Il doppiaggio italiano continua a raccogliere applausi. Il cineasta francese Michel Ocelot, a Roma per la presentazione alla stampa del suo nuovo lungometraggio d’animazione Dililì a Parigi, ha lodato il lavoro che doppiatori e direttore del doppiaggio (Giorgio Bassanelli Bisbal) hanno fatto sul suo film, lavoro al quale ha voluto assolutamente assistere. Noi di VOCI.fm non potevano non parlarne con lui, ed ecco lo speciale video con tanto di intervista a Michel Ocelot realizzato da Patrizia Simonetti.
Servizio a cura di Patrizia Simonetti
Michel Ocelot torna sul grande schermo con un nuovo film d’animazione intitolato Dililì a Parigi, in sala dal 24 aprile con Bim e Movies Inspired, e per la prima volta ambientato nella sua Parigi, ma quella della Belle Epoque, teatro delle avventure di Dililì, una bambina per metà canaca e per metà francese, avendo avuto il papà kanak, cioè della Nuova Caledonia, il territorio francese nel sud del Pacifico, e la mamma parigina: Dililì è sempre felice di fare nuove amicizie, ha buone maniere, salta benissimo a corda, è altruista e intraprendente. 
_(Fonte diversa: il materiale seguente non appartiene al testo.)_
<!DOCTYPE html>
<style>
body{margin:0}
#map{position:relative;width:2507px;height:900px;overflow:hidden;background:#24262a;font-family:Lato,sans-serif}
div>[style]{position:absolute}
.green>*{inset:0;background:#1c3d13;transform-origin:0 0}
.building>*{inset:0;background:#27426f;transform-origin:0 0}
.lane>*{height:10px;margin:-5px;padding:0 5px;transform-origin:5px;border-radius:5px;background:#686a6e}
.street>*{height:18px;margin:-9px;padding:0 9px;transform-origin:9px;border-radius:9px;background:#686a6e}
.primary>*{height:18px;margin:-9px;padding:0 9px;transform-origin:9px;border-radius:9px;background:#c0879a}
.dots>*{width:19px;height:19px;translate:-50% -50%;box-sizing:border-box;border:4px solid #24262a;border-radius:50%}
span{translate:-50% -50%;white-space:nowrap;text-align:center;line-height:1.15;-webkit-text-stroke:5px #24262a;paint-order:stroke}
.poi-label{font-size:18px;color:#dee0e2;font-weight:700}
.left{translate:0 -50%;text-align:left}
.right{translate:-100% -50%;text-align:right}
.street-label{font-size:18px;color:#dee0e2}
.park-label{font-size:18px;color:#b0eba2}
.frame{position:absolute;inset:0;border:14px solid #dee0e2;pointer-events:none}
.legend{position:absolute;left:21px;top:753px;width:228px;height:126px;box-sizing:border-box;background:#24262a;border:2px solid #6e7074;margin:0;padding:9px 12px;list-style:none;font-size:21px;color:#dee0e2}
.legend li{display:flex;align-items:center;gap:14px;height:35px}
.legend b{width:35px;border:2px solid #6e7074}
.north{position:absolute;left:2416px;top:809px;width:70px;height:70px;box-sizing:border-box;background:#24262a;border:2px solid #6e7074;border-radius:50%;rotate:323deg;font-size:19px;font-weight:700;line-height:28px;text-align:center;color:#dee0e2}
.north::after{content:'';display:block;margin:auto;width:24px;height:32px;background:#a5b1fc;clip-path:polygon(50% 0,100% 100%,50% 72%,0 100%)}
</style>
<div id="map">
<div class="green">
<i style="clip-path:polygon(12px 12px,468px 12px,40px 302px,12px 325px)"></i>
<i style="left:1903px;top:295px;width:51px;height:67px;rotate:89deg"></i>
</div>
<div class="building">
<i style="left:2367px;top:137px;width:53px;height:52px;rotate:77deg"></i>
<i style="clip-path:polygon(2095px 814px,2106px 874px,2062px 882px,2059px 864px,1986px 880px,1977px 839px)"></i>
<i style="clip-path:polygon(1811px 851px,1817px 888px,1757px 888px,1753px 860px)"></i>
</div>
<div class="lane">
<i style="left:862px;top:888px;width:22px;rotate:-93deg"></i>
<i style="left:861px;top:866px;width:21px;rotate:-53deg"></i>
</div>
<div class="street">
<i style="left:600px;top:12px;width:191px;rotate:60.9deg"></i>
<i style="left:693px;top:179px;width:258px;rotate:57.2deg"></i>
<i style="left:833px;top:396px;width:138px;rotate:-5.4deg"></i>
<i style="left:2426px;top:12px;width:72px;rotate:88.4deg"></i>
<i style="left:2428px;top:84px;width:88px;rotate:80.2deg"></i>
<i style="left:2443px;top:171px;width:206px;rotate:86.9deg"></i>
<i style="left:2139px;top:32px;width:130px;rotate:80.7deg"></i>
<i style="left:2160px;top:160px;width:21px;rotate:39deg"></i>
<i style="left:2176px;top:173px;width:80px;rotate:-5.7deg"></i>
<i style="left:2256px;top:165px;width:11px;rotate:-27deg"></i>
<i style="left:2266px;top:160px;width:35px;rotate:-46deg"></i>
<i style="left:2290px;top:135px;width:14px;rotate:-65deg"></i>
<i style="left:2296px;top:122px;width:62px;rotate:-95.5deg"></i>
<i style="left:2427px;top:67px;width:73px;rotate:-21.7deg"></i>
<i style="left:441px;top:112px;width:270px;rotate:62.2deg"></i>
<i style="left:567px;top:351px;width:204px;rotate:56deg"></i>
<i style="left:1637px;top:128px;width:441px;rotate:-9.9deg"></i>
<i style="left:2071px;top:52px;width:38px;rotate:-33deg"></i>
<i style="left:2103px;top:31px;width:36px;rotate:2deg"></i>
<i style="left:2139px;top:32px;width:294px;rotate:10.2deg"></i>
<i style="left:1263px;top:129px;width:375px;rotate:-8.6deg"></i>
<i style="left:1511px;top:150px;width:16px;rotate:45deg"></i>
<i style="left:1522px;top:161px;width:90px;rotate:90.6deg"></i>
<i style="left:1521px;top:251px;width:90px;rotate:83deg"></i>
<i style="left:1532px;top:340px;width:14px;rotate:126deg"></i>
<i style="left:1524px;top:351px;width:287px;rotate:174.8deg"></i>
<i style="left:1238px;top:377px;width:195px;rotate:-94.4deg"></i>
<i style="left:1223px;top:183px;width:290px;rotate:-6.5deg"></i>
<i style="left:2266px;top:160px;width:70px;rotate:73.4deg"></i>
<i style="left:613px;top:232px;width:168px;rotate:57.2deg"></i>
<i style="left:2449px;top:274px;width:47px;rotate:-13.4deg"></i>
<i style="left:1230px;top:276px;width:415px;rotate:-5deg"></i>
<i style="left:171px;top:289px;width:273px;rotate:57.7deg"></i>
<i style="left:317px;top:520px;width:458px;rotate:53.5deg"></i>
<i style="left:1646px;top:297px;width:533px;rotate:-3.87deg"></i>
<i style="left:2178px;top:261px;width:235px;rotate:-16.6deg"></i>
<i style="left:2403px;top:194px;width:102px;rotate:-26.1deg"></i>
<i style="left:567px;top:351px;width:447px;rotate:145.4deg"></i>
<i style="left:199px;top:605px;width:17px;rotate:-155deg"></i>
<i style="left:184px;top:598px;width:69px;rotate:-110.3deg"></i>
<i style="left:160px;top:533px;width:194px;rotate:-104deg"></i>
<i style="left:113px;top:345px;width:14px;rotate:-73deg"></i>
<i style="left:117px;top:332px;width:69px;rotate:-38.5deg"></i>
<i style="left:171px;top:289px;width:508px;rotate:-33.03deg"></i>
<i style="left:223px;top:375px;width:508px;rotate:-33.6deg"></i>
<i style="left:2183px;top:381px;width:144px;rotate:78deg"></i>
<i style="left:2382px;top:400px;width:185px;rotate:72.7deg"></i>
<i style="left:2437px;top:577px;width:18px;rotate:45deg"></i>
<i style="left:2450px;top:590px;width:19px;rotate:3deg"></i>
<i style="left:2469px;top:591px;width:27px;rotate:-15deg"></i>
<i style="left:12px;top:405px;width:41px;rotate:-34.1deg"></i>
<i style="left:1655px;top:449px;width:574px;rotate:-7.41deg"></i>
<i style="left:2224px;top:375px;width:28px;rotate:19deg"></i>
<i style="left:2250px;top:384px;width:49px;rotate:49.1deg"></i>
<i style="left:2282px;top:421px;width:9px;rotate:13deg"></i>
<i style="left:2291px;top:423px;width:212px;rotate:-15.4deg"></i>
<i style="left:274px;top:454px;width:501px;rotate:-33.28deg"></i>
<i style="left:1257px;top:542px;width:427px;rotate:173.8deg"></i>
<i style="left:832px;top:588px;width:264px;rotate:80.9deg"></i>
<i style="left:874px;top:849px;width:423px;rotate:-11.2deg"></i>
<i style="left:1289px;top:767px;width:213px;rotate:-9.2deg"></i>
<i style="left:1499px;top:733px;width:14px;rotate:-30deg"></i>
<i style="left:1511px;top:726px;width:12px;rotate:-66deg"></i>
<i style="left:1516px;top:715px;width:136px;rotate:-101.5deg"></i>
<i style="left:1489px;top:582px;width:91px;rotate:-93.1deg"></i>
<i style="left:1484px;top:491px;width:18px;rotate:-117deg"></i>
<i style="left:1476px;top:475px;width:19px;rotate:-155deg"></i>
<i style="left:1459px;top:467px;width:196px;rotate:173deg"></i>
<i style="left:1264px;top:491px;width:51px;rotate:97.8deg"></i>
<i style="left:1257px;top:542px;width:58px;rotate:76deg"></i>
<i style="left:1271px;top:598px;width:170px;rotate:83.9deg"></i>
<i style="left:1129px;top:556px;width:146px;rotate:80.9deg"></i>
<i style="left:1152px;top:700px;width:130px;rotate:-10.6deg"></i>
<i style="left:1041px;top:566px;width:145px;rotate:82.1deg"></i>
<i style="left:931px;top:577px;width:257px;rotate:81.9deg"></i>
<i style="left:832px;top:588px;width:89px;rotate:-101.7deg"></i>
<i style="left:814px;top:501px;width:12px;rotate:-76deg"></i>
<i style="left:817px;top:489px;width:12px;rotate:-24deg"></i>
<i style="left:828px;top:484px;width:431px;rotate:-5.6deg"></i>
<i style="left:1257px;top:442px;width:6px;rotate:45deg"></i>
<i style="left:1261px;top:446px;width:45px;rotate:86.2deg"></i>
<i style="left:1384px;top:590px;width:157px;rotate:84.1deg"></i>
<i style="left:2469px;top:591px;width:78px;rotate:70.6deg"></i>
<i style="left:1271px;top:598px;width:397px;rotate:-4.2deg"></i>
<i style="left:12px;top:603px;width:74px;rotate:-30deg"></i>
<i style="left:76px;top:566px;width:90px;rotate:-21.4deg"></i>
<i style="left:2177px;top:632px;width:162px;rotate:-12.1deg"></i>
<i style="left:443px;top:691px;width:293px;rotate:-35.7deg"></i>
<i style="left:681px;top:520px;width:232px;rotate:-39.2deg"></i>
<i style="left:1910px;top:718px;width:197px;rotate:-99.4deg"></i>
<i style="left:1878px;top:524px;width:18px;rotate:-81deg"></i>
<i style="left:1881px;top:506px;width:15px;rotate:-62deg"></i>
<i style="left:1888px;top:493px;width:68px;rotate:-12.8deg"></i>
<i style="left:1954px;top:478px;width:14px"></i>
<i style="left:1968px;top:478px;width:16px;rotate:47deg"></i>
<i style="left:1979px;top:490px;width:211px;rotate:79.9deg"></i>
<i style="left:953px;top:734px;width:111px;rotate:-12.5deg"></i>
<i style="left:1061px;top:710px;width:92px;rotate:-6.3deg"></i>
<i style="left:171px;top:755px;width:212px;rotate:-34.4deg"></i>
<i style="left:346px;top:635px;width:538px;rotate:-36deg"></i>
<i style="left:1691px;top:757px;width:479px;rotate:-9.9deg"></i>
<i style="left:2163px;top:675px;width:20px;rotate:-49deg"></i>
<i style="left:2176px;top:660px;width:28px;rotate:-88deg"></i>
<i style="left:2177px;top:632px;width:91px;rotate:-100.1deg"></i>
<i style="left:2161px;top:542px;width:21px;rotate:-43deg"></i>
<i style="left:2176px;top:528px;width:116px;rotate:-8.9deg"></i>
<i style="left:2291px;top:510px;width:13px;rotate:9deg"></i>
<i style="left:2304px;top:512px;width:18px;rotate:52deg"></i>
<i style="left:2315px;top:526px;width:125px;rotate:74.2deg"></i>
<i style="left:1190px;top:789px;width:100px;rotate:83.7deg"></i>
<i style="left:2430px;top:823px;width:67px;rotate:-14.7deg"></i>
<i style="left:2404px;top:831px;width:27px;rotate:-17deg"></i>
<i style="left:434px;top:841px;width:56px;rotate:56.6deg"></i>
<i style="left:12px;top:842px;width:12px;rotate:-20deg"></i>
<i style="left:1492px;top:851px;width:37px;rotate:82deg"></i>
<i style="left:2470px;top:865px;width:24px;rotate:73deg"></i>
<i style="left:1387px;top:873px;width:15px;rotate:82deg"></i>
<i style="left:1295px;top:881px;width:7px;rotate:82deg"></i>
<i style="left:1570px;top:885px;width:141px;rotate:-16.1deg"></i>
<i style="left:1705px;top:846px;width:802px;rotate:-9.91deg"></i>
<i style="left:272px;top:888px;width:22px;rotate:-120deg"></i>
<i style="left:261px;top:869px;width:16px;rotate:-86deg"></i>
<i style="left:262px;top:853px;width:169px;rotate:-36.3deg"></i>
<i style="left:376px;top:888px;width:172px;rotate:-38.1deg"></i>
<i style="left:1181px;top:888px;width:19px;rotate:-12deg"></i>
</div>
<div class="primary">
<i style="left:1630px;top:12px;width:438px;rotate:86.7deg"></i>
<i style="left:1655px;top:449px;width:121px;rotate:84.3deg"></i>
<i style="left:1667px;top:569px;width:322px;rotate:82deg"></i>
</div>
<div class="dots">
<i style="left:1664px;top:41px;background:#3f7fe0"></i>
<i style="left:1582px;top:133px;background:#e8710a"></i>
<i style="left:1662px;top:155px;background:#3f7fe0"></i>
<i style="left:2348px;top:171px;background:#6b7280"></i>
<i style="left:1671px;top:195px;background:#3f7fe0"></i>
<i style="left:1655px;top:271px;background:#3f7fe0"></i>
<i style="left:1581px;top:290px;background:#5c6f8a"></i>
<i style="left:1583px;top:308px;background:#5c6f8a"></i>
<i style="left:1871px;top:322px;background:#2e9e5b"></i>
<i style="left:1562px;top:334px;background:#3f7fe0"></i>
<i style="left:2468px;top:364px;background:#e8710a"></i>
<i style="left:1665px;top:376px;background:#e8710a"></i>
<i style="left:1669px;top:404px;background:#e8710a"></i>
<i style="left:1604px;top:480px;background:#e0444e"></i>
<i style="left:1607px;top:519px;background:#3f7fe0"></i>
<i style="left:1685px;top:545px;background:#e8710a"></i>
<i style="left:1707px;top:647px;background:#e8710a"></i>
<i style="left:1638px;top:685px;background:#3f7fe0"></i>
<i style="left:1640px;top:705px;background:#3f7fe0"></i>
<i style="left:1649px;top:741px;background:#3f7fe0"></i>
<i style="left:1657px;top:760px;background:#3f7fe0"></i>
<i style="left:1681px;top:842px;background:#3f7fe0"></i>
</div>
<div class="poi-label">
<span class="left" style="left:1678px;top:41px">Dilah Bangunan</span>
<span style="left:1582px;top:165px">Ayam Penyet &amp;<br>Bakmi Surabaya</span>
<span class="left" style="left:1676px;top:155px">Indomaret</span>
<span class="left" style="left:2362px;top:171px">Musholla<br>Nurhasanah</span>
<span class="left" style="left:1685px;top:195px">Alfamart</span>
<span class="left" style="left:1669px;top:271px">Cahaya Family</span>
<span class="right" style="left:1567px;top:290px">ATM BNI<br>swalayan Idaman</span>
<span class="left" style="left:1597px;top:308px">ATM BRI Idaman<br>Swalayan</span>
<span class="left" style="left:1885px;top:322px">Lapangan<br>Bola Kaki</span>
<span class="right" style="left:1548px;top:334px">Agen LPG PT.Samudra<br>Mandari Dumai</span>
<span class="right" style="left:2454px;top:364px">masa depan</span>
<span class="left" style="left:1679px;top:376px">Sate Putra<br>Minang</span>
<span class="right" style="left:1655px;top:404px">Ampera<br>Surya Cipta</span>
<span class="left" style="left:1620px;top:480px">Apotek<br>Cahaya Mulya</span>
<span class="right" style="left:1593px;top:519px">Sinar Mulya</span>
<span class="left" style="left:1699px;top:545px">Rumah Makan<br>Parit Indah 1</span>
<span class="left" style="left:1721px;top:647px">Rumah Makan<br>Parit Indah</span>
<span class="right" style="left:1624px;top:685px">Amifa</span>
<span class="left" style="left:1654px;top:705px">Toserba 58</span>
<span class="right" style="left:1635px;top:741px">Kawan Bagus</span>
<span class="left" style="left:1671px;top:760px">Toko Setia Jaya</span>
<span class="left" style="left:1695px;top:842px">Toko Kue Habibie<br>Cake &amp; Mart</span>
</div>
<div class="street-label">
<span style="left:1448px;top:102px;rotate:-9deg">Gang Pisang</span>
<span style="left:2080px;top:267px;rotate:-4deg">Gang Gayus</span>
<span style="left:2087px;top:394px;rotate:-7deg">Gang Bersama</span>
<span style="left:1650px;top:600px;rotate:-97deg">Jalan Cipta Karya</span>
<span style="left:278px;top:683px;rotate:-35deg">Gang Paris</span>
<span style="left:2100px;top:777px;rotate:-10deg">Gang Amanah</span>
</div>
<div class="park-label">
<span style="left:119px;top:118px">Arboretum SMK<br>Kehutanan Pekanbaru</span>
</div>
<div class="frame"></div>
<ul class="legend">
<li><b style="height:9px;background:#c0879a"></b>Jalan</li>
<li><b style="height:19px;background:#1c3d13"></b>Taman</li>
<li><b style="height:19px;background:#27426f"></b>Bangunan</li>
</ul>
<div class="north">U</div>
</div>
Dililì a Parigi, che non è un film per bambini come ha tenuto a precisare il regista, sceneggiatore e disegnatore francese, tratta il tema della disparità di genere immaginando un’organizzazione come quella dei maschi maestri che vogliono tornare a sottomettere le donne sin dall’infanzia, rapendo quindi bambine innocenti sottoponendole a segregazione e ad orribili cose. Dililì è ben decisa a risolvere il caso avvalendosi dell’aiuto di Orel, un fattorino con la tricicletta, e di illustri personaggi dell’epoca come Toulose Lautrec, Pasteur, Renoir, Cezanne, Proust, Picasso, Eiffel, il Nobel per la Fisica Marie Curie, la grande attrice Sarah Bernhardt, la poetessa anarchica Louise Michel.
Un tema molto caro a Michel Ocelot che ama e rispetta molto le donne, per questo ha voluto che il suo film fosse ben comprensibile anche in Italia e ha voluto seguire personalmente il doppiaggio che ha visto avvalersi di grandi talenti: Madame Curie parla ad esempio con la voce di Emanuela Rossi, la soprano Emma Calvè con quella di Chiara Colizzi, a prestare la sua a Sarah Bernardt è Cristina Boraschi, e a Louise Michel è Angiola Baggi, Mario Cordova doppia Gustave Eiffel, Luigi Scrubani è Toulouse Lautrec mentre Dililì e Orel sono doppiati da Chiara Fabiani e Alberto Franco. Ne abbiamo parlato direttamente con Michel Ocelot che nella nostra videointervista loda apertamente il direttore del doppiaggio Giorgio Bassanelli Bisbal:
“Mi interessa tutto dell’Italia con la quale ho una grande affinità, ci sono qualità italiane a cui sono particolarmente sensibile e quindi avendo potuto partecipare a questa seduta di doppiaggio è stato un piacere – ci ha raccontato Michel Ocelot - Inoltre capisco bene l’italiano quindi ero in grado di verificare giudicare l’esattezza della traduzione, ma non sono venuto per controllare il doppiaggio, ma per partecipare. Ho avuto un ottimo rapporto con il direttore di doppiaggio Giorgio Bassanelli, che mi portava a pranzo sapendo scegliere i luoghi giusti, ed è stata una settimana estremamente gradevole, gli attori erano stati molto ben scelti e a mano a mano riuscivamo a migliorare quanto era stato fatti fino ad allora, la cosa si svolgeva a Roma quindi un posto molto piacevole ogni giorno andavo in taxi fino allo studio di doppiaggio e durante il percorso lanciavo grida di ammirazione. devo dire che il risultato è ottimo ed è un piacere ascoltarlo, è allo stesso livello del francese per cui andate a vederlo, vi piacerà!”
E quando abbiamo chiesto al maestro Ocelot se ci fosse stato un doppiatore da applaudire più di un altro ci ha risposto: “No, non voglio e non posso scegliere perché li ho trovati tutti molto bravi, non c’è mai stata una voce della quale ho pensato ‘si è proprio quella’ perché lo erano un po’ tutti, tutte le persone che ho incontrato sono stato felice di incontrarle.